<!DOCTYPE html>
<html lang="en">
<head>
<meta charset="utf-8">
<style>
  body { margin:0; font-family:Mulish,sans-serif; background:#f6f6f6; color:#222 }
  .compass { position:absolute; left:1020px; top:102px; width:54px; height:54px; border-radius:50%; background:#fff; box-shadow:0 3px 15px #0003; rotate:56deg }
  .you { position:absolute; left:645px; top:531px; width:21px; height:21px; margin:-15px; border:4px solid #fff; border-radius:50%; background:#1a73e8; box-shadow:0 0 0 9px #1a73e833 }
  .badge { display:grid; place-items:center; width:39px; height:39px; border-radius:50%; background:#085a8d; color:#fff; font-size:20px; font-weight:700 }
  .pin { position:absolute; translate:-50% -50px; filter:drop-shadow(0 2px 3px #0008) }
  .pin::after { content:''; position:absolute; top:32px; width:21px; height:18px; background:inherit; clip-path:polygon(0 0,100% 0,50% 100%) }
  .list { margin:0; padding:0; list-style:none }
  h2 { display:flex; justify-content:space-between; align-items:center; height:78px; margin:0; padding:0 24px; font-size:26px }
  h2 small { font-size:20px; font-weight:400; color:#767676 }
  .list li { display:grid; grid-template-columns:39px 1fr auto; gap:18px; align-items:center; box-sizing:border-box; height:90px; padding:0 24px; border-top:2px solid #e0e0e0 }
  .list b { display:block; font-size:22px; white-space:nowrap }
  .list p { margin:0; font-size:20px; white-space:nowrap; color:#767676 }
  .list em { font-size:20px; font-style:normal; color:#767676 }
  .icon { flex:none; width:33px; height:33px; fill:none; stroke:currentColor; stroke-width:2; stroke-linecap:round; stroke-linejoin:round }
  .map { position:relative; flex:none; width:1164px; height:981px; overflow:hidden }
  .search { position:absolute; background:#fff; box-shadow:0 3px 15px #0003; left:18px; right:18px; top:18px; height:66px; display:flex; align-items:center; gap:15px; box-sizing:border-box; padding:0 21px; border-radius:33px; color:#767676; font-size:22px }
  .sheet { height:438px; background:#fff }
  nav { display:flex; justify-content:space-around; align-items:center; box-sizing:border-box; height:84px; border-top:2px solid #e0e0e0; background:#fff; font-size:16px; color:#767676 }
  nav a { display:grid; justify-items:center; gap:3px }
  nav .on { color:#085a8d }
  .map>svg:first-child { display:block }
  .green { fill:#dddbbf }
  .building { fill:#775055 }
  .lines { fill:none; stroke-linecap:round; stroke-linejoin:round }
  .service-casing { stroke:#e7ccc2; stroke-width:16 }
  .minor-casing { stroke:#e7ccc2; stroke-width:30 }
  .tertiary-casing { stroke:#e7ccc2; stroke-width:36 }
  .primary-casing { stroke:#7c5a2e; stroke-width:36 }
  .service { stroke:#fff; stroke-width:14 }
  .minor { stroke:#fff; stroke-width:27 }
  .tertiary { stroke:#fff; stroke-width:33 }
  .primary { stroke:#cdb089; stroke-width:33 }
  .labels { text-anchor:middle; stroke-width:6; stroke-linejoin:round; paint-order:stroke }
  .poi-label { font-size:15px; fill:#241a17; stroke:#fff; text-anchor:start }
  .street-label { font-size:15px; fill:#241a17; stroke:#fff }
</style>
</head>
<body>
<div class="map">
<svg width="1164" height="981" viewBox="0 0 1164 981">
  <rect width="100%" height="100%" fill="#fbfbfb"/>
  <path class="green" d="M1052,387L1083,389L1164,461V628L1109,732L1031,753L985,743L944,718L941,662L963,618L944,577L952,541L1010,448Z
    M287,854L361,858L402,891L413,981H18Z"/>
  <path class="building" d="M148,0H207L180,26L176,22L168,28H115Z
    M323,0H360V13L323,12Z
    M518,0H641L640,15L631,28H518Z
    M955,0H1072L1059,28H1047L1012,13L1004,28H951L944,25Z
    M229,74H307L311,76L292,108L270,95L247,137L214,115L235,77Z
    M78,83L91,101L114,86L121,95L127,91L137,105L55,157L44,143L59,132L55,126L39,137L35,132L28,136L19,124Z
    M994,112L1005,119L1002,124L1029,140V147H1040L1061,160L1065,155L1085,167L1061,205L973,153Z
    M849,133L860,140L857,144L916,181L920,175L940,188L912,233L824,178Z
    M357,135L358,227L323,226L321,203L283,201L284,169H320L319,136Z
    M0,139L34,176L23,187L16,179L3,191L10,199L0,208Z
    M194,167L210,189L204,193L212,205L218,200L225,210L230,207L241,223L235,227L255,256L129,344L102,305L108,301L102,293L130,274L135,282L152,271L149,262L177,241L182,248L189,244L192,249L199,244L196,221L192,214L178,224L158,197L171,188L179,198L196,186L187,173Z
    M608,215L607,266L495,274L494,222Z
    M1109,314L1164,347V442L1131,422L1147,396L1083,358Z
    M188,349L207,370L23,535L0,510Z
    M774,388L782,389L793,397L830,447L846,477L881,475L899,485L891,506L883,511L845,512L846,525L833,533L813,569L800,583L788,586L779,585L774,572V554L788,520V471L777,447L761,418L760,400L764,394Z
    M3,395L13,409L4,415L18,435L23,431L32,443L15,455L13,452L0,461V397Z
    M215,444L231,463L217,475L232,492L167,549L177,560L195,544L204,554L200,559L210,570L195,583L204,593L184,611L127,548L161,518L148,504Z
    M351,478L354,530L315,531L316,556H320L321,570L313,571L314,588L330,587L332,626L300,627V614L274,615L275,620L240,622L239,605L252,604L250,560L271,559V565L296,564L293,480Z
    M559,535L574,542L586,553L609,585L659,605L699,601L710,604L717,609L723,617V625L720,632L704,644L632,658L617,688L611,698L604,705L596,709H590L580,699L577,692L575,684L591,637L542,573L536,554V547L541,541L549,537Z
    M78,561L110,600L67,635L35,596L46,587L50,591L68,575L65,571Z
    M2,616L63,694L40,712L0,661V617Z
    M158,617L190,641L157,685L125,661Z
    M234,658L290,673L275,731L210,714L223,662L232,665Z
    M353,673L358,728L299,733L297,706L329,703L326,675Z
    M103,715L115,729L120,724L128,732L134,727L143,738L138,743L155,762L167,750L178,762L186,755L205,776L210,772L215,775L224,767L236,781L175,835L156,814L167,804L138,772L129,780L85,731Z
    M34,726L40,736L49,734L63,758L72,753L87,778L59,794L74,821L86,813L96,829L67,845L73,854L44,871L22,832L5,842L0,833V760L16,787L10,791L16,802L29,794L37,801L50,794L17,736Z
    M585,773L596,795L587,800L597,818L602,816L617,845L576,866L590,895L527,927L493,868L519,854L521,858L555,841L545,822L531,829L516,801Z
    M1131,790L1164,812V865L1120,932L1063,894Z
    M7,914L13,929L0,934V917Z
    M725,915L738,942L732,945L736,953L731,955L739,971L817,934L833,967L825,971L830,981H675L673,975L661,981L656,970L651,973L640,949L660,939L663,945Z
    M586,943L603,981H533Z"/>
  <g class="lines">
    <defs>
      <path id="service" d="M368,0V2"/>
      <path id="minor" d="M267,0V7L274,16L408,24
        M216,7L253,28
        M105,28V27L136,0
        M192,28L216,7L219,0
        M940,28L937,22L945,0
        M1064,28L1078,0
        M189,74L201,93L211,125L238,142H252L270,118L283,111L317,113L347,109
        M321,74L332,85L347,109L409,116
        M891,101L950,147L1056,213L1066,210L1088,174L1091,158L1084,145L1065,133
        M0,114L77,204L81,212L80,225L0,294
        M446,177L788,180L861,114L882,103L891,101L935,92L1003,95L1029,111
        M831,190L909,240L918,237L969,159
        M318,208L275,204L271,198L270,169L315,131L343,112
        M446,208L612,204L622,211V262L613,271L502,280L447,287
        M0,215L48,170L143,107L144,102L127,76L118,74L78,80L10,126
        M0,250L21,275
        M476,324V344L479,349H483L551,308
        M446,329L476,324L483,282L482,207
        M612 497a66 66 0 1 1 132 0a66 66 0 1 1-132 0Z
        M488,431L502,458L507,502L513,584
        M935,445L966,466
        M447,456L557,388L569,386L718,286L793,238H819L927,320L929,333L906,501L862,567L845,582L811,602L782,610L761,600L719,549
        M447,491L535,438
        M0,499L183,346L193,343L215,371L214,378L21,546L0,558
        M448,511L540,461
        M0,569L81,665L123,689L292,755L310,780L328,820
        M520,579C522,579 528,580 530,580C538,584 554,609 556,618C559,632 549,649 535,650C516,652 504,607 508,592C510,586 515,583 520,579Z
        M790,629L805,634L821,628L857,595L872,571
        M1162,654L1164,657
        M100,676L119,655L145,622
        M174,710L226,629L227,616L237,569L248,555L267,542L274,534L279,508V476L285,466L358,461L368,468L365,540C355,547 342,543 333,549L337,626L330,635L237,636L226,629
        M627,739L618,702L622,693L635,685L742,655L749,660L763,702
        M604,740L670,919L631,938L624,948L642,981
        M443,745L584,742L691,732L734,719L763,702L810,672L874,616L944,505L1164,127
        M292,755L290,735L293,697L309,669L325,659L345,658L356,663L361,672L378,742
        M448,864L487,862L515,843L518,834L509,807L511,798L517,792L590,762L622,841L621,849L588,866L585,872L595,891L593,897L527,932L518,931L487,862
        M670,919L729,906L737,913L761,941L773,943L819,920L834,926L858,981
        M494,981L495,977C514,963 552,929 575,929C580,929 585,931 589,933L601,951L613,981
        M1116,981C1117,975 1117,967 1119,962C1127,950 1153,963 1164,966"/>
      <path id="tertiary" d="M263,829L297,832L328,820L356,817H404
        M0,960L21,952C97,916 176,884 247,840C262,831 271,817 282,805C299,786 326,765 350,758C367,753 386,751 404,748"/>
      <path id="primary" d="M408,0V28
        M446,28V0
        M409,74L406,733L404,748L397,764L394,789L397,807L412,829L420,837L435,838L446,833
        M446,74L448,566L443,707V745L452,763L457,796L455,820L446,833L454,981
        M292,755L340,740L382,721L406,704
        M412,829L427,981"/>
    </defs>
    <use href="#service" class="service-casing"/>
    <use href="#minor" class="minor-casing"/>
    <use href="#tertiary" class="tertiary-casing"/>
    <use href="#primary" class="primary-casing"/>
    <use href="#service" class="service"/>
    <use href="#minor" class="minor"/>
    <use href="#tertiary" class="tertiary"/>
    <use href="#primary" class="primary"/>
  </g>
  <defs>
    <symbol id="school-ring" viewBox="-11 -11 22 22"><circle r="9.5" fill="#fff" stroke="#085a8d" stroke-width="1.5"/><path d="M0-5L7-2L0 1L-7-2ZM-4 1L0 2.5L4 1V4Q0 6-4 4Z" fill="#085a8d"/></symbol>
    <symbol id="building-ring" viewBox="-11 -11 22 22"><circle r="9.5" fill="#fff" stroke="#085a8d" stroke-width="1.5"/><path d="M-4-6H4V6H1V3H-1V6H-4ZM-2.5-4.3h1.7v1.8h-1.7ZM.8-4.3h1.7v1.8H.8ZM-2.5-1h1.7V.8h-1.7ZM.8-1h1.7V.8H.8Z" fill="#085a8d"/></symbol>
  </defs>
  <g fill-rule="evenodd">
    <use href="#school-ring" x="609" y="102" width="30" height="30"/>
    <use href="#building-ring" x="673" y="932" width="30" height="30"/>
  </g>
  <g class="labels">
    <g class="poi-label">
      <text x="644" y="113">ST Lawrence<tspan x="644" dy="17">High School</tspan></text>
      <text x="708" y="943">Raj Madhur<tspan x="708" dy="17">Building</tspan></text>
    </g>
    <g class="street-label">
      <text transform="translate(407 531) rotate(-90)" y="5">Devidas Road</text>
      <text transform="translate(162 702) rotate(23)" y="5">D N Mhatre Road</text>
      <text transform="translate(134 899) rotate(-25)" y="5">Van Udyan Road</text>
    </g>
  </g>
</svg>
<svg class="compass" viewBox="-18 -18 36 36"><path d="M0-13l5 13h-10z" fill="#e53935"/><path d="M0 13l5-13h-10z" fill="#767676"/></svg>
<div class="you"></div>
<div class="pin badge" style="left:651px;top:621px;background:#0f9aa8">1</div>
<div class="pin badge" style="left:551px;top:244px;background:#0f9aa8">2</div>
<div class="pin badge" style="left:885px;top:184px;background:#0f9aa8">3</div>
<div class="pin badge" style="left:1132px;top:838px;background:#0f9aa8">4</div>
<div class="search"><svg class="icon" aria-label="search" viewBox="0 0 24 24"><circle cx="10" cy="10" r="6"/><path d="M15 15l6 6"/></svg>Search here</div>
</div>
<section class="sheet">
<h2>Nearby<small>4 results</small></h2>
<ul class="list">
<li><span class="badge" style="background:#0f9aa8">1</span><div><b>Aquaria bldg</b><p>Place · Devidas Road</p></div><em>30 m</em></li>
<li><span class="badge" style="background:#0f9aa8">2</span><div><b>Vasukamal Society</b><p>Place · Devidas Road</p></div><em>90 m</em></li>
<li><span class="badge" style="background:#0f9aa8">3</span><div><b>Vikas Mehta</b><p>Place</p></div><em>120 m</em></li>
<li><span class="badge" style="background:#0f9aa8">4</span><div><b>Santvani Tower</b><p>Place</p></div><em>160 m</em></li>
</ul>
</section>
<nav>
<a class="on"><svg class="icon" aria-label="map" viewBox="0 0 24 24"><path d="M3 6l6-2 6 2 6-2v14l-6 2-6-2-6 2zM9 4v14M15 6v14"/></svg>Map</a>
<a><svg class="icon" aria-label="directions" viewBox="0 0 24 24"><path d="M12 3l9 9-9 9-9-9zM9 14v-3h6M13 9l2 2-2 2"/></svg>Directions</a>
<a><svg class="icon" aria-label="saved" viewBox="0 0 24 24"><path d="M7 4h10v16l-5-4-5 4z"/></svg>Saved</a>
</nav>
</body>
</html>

**********

> _WHAT THE TASK REQUIRES_
The string "lines" may occur in the listing; show every line where it does.

> _EXPECTED ANSWER_
  .lines { fill:none; stroke-linecap:round; stroke-linejoin:round }
  <g class="lines">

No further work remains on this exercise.